Learning Objectives#

Understand that selecting and filtering are ways of retrieving a subset of a dataset.
Retrieve any subset of the columns of a Pandas DataFrame.
Predict when code that subsets a DataFrame will return a new DataFrame or a Series.
Compare a Series to a constant (numeric or string) or to another Series. Identify the return type as a Series of Boolean values, and be able to predict the values in the returned Series.
Filter a DataFrame using a single condition.

Be able to use arithmetic operators to compare values in a column to a constant.
Check whether values are in a list by using the Pandas isin function.
Compare values from multiple columns.
Retrieve rows with values missing (isna and notna functions).
Retrieve rows with no missing values (dropna function).

Count the number of missing values in a column of a DataFrame.
Filter using multiple conditions.

Overview#

Usually, you only need to work with a subset of your data. You may only need certain columns of your dataset. Or, you may wish to sample your data in which case you will choose a random sample of the rows. The process of choosing a subset of your data is called selecting. Often, you will want to work with rows that meet certain criteria. The process of keeping the rows of interest and discarding the rest is called filtering.

In this chapter, you will learn how to select and filter data using Pandas. Pandas provides many features for selecting and filtering data and there are often multiple ways to do the same thing. We will only scratch the surface of Pandas’ capabilities in this chapter. We will show you common and simple ways to select and filter your data. If you wish to dive deeper and learn more of the available features, click here.

Throughout this chapter, we will use the graduate admissions data from Kaggle to illustrate selecting and filtering.

Imports and Loading the Data#

import numpy as np
import pandas as pd

The cell below loads the graduate admissions dataset. Each row represents a student’s application to one university. Here is a list of the columns and their meanings:

Column	Meaning
Serial No.	A unique identifier for each row
GRE Score	GRE score (out of 340)
TOEFL Score	TOEFL score (out of 120)
University Rating	The quality/prestige of the university to which the student applied (out of 5)
SOP	Quality of the statement of purpose (out of 5)
LOR	Strength of the letter of recommendation (out of 5)
CGPA	Undergraduate GPA (out of 10)
Research	1 if the student has research experience. 0 if no research experience.
Chance of Admit	Percent chance of admission. Ranges from 0 to 1.

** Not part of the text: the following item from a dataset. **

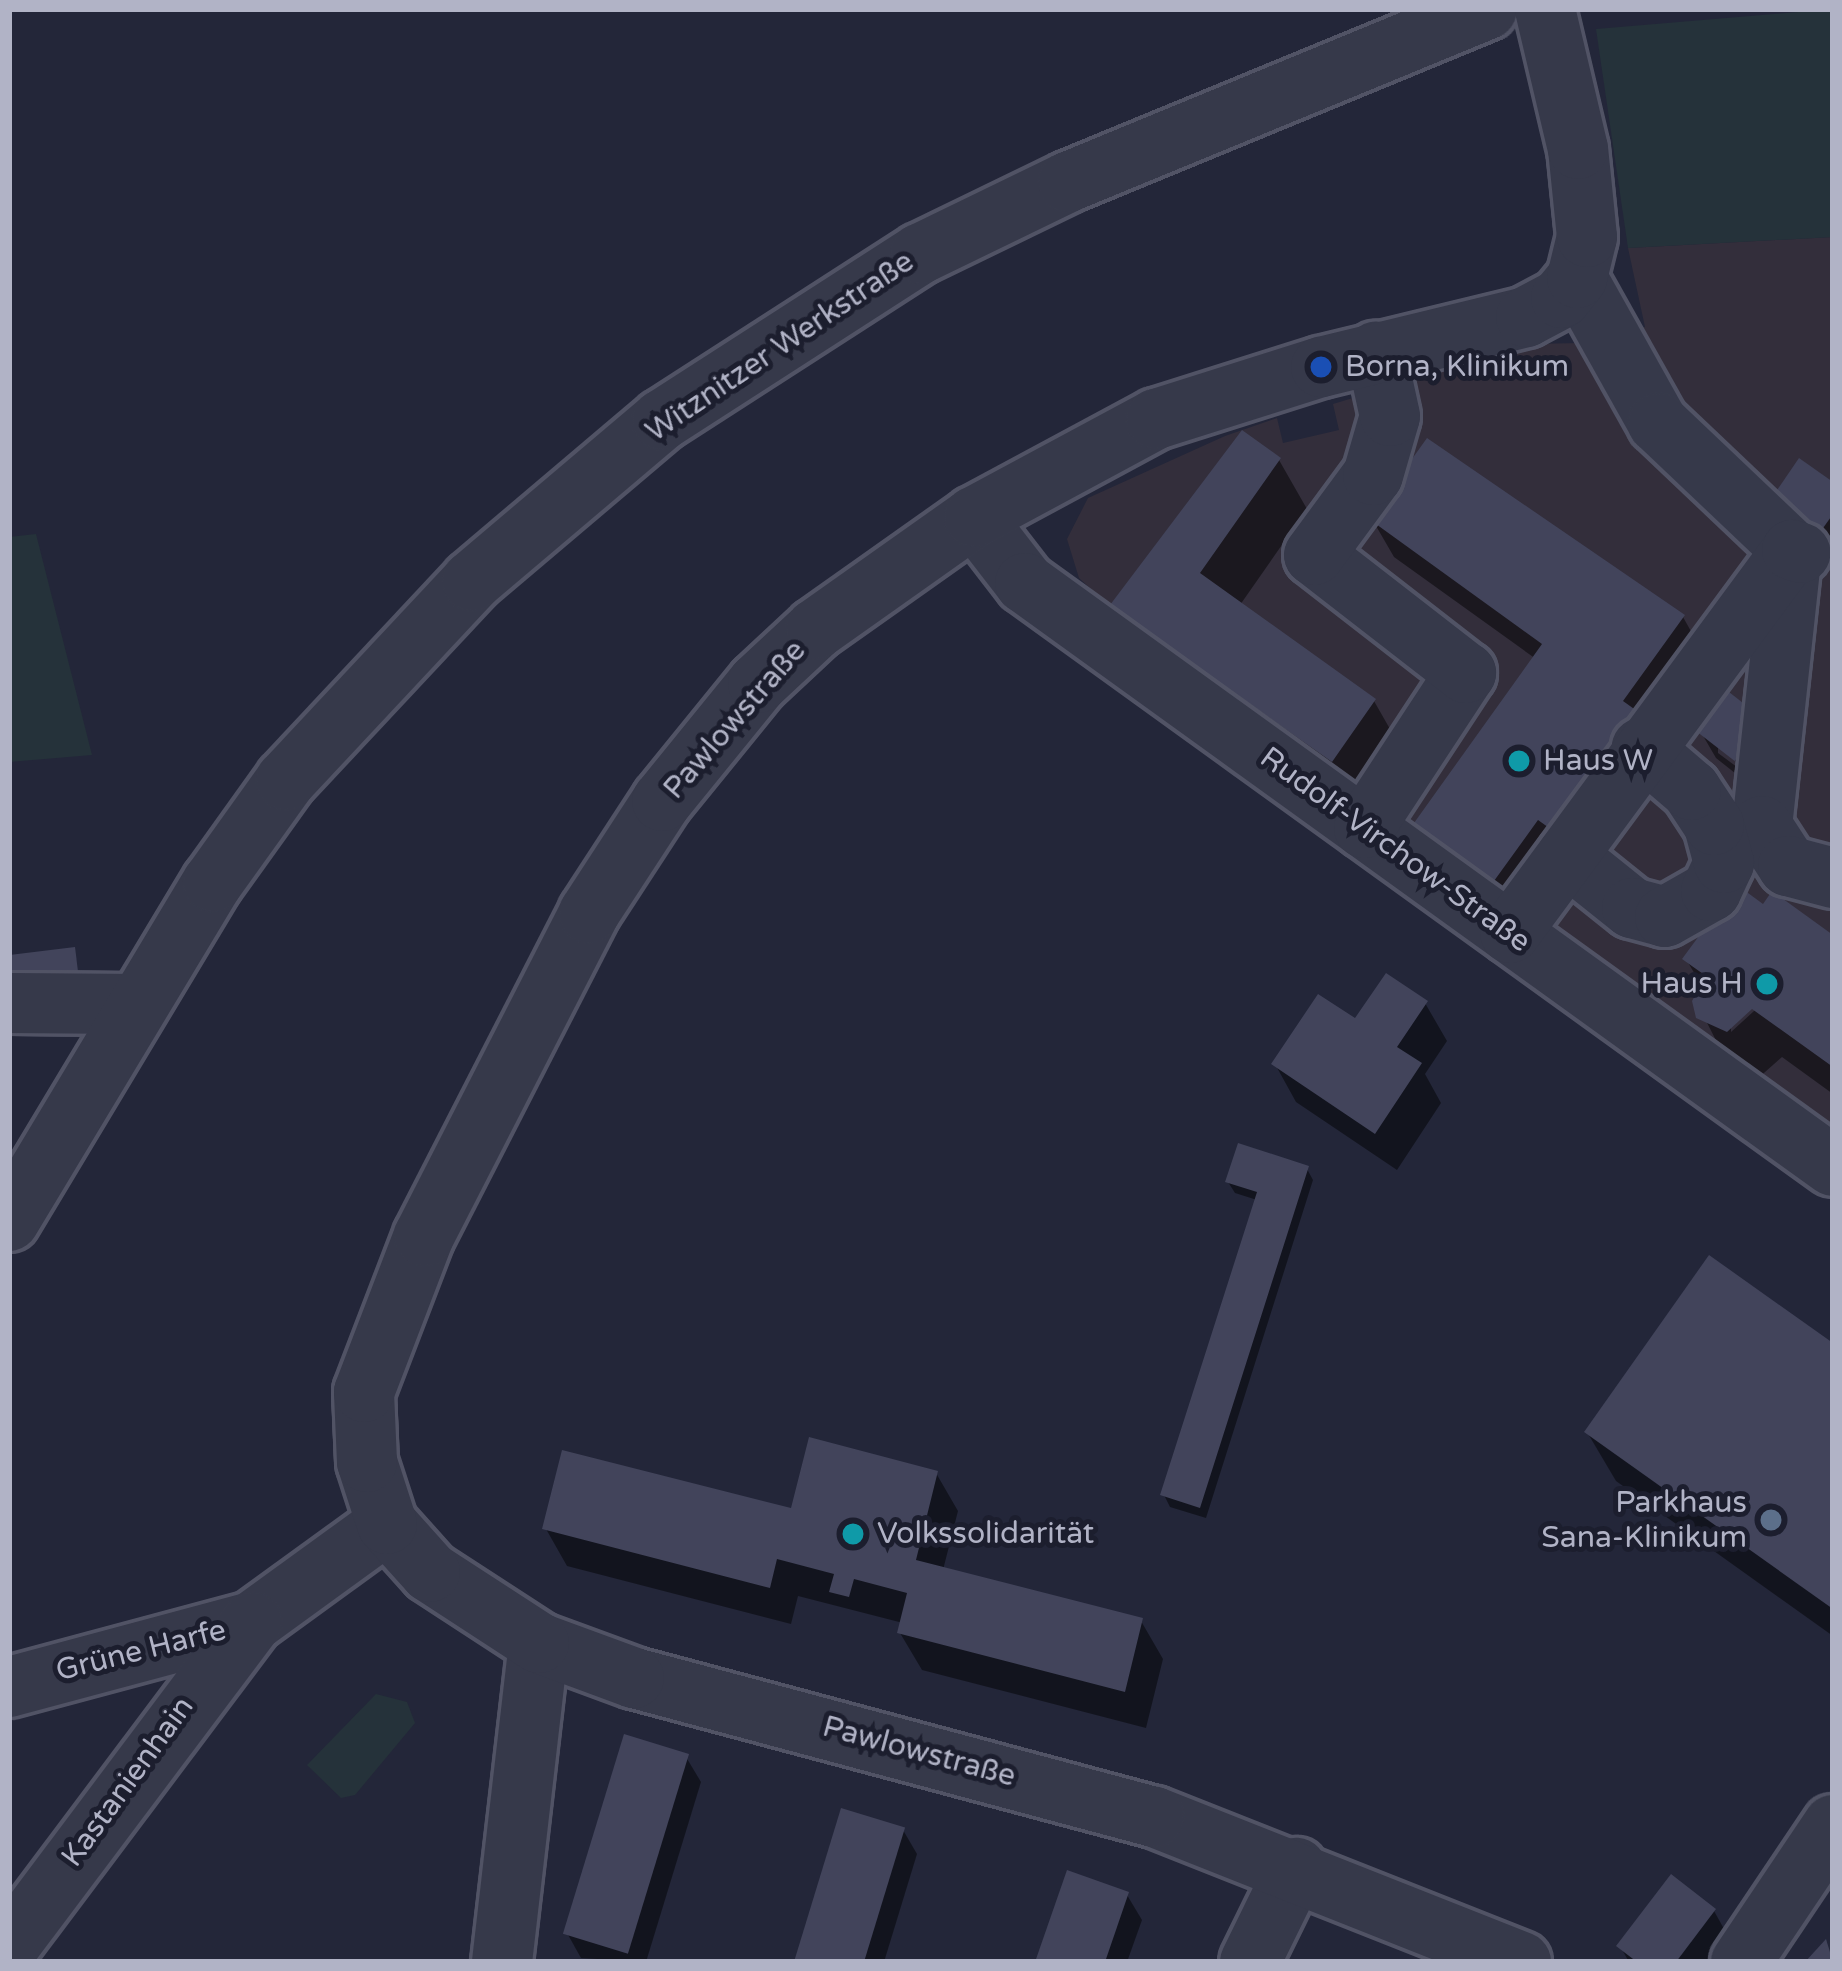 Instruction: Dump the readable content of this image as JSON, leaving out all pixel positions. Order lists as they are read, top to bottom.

dfAdmission = pd.read_csv('data/Admission_Predict.csv')
dfAdmission.head()

	Serial No.	GRE Score	TOEFL Score	University Rating	SOP	LOR	CGPA	Research	Chance of Admit
0	1	337	118	4	4.5	4.5	9.65	1	0.92
1	2	324	107	4	4.0	4.5	8.87	1	0.76
2	3	316	104	3	3.0	3.5	8.00	1	0.72
3	4	322	110	3	3.5	2.5	8.67	1	0.80
4	5	314	103	2	2.0	3.0	8.21	0	0.65

Selecting Columns of Your Dataset#

Retrieving a subset of data frames is like slicing a list. The idea is to get a piece of the original. However, it’s slightly more complicated with data frames because there are two dimensions, rows and columns.

In this section, we will focus on retrieving a subset of the columns of a data frame. In the next section, we will show you how to retrieve a subset of the rows.

Retrieving a subset of the columns#

It is very easy to retrieve a subset of the columns of a data frame. We will show you how with an example. Let’s take the data frame dfAdmission that we loaded above. Say we want the GRE Score and TOEFL Score columns. To extract those columns, and only those two columns, run the code below:

dfAdmission[['GRE Score', 'TOEFL Score']]

	GRE Score	TOEFL Score
0	337	118
1	324	107
2	316	104
3	322	110
4	314	103
...	...	...
395	324	110
396	325	107
397	330	116
398	312	103
399	333	117

400 rows × 2 columns

Let’s look at the code in the cell above:

dfAdmission[['GRE Score', 'TOEFL Score']]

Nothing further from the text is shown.